START Provided data

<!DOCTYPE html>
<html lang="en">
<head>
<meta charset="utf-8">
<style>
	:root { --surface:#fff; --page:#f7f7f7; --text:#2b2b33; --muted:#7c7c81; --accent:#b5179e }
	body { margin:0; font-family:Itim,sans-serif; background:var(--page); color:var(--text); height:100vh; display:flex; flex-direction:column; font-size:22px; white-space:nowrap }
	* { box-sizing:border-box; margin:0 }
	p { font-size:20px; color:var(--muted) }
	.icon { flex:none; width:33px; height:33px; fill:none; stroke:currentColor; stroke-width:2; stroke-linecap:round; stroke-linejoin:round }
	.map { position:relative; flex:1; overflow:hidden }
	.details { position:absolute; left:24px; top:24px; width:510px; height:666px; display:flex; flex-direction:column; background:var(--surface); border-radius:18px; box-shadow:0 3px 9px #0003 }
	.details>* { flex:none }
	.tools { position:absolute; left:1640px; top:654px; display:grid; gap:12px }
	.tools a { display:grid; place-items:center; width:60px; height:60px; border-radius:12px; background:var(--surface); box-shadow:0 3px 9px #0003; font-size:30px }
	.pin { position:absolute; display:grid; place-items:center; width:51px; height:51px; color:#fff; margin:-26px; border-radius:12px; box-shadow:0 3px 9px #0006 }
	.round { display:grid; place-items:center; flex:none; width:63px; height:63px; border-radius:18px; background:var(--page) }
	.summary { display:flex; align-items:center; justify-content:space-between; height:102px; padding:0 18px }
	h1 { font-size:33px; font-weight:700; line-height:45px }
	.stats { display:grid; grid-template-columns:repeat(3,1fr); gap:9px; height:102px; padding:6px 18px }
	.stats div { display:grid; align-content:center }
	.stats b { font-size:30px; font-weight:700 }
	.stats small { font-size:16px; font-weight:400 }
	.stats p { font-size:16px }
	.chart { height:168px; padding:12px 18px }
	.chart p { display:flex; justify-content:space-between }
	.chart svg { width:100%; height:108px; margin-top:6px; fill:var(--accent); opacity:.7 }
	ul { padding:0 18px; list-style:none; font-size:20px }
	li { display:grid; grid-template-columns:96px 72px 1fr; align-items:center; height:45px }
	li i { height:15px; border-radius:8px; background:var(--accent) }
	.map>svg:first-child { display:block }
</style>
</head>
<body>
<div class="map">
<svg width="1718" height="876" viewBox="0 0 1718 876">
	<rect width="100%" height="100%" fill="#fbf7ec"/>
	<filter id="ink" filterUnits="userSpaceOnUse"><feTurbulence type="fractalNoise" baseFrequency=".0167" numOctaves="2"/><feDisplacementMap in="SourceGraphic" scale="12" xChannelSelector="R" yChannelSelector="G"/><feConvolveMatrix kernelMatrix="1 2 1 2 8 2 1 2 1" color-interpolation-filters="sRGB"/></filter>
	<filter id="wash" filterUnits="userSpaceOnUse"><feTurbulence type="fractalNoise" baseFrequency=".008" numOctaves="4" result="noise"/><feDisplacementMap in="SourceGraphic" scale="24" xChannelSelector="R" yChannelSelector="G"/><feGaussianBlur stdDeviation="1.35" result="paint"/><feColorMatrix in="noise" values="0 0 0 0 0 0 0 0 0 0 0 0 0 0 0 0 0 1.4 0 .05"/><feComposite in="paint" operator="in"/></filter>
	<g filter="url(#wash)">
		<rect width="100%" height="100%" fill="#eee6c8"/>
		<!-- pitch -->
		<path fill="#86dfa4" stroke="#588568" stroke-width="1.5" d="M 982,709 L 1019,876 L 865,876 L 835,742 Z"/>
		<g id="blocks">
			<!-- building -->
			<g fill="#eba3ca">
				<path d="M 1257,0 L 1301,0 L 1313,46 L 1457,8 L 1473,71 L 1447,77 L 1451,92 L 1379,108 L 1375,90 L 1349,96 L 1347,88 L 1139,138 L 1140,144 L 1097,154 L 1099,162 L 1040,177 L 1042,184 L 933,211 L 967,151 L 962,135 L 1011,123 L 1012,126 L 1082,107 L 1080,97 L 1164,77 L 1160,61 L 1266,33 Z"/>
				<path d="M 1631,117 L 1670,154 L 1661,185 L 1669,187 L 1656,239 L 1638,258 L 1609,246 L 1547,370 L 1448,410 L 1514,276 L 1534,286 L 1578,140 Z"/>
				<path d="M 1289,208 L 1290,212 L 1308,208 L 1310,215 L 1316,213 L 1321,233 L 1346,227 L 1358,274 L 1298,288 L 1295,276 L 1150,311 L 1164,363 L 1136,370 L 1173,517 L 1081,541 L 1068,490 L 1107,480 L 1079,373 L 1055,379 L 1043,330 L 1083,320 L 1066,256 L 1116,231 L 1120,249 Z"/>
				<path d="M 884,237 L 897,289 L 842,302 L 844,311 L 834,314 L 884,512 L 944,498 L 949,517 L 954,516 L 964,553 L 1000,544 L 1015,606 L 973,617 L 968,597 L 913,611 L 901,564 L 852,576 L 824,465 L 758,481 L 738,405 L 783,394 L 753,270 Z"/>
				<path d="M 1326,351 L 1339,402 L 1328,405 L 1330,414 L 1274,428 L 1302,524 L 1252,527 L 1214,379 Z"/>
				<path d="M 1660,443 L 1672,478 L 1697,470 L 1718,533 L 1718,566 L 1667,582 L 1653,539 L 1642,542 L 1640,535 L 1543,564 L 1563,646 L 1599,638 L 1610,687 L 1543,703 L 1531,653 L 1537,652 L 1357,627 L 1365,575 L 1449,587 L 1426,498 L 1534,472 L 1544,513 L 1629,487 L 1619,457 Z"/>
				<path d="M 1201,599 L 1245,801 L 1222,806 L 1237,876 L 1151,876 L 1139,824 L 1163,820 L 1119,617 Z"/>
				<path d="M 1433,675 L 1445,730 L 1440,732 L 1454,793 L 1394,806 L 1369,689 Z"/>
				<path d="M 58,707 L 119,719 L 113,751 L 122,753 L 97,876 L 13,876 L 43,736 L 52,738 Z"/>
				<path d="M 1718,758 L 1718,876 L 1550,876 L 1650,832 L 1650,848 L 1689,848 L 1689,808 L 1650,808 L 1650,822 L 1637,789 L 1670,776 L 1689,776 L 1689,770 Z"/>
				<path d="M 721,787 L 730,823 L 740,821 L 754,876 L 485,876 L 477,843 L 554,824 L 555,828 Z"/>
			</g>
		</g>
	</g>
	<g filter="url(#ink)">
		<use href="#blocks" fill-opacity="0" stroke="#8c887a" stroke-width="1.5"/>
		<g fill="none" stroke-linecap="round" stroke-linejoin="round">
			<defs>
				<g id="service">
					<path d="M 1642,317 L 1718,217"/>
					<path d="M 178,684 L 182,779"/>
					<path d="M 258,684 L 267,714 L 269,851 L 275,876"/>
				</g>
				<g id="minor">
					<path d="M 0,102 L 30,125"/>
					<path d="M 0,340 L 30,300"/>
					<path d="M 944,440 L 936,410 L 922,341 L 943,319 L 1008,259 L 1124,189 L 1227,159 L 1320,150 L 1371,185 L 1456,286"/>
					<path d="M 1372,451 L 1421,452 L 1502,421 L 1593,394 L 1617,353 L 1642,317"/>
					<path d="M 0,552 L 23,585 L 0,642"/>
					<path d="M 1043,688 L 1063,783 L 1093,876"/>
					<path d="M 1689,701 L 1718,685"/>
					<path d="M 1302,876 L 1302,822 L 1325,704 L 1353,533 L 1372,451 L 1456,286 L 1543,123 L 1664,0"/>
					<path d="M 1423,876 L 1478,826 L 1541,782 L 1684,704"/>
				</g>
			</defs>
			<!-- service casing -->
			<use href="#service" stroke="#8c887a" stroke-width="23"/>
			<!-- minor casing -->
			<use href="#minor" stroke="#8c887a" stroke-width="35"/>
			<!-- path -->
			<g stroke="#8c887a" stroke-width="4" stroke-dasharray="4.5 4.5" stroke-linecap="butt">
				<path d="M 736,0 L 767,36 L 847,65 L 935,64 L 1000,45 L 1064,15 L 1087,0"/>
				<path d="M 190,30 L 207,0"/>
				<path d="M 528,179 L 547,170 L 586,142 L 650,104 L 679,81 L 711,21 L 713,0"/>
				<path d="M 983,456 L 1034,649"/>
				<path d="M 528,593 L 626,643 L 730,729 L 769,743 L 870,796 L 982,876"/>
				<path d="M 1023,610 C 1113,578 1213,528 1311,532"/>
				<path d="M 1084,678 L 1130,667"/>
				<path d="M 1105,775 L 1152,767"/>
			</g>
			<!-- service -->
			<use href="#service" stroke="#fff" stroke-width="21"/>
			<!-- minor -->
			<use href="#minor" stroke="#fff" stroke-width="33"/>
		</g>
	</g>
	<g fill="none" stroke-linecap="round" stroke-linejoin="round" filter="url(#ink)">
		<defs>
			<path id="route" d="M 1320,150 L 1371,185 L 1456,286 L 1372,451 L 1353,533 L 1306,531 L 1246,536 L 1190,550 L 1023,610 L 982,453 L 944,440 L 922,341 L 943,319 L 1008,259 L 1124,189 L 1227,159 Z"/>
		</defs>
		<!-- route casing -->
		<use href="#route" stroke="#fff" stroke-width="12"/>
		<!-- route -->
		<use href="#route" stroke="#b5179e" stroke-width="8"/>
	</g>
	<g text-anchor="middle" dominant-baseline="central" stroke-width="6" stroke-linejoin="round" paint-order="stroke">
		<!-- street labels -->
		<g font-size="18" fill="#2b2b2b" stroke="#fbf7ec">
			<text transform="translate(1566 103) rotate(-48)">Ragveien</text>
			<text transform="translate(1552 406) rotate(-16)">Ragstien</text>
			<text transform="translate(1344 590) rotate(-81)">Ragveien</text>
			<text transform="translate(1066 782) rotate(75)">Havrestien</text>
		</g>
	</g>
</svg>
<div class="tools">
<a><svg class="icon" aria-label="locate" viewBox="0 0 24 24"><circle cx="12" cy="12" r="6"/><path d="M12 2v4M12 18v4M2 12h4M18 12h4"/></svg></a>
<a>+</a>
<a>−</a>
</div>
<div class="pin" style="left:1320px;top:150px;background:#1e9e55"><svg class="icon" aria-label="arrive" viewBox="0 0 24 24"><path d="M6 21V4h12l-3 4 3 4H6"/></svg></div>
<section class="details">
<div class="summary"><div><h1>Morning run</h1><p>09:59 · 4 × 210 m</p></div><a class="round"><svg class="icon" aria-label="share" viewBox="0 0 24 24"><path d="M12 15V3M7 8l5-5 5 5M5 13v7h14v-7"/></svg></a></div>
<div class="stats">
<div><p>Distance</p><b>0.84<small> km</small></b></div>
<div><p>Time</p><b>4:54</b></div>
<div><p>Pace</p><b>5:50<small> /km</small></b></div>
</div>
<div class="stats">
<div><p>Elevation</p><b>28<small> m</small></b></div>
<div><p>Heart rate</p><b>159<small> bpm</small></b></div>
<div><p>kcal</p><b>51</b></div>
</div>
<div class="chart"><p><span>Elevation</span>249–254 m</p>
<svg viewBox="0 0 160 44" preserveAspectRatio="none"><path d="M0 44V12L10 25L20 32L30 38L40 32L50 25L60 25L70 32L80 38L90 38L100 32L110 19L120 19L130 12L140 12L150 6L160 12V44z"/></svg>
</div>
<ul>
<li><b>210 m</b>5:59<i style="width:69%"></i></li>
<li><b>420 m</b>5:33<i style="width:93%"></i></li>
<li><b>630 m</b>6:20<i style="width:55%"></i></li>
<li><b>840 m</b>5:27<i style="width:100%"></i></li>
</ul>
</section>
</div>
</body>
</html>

END Provided data

What is needed
A reply should hold exactly the lines from the one containing "21V4h12l-3 4 3" through the end of the data above, nothing more.

Task solution
<div class="pin" style="left:1320px;top:150px;background:#1e9e55"><svg class="icon" aria-label="arrive" viewBox="0 0 24 24"><path d="M6 21V4h12l-3 4 3 4H6"/></svg></div>
<section class="details">
<div class="summary"><div><h1>Morning run</h1><p>09:59 · 4 × 210 m</p></div><a class="round"><svg class="icon" aria-label="share" viewBox="0 0 24 24"><path d="M12 15V3M7 8l5-5 5 5M5 13v7h14v-7"/></svg></a></div>
<div class="stats">
<div><p>Distance</p><b>0.84<small> km</small></b></div>
<div><p>Time</p><b>4:54</b></div>
<div><p>Pace</p><b>5:50<small> /km</small></b></div>
</div>
<div class="stats">
<div><p>Elevation</p><b>28<small> m</small></b></div>
<div><p>Heart rate</p><b>159<small> bpm</small></b></div>
<div><p>kcal</p><b>51</b></div>
</div>
<div class="chart"><p><span>Elevation</span>249–254 m</p>
<svg viewBox="0 0 160 44" preserveAspectRatio="none"><path d="M0 44V12L10 25L20 32L30 38L40 32L50 25L60 25L70 32L80 38L90 38L100 32L110 19L120 19L130 12L140 12L150 6L160 12V44z"/></svg>
</div>
<ul>
<li><b>210 m</b>5:59<i style="width:69%"></i></li>
<li><b>420 m</b>5:33<i style="width:93%"></i></li>
<li><b>630 m</b>6:20<i style="width:55%"></i></li>
<li><b>840 m</b>5:27<i style="width:100%"></i></li>
</ul>
</section>
</div>
</body>
</html>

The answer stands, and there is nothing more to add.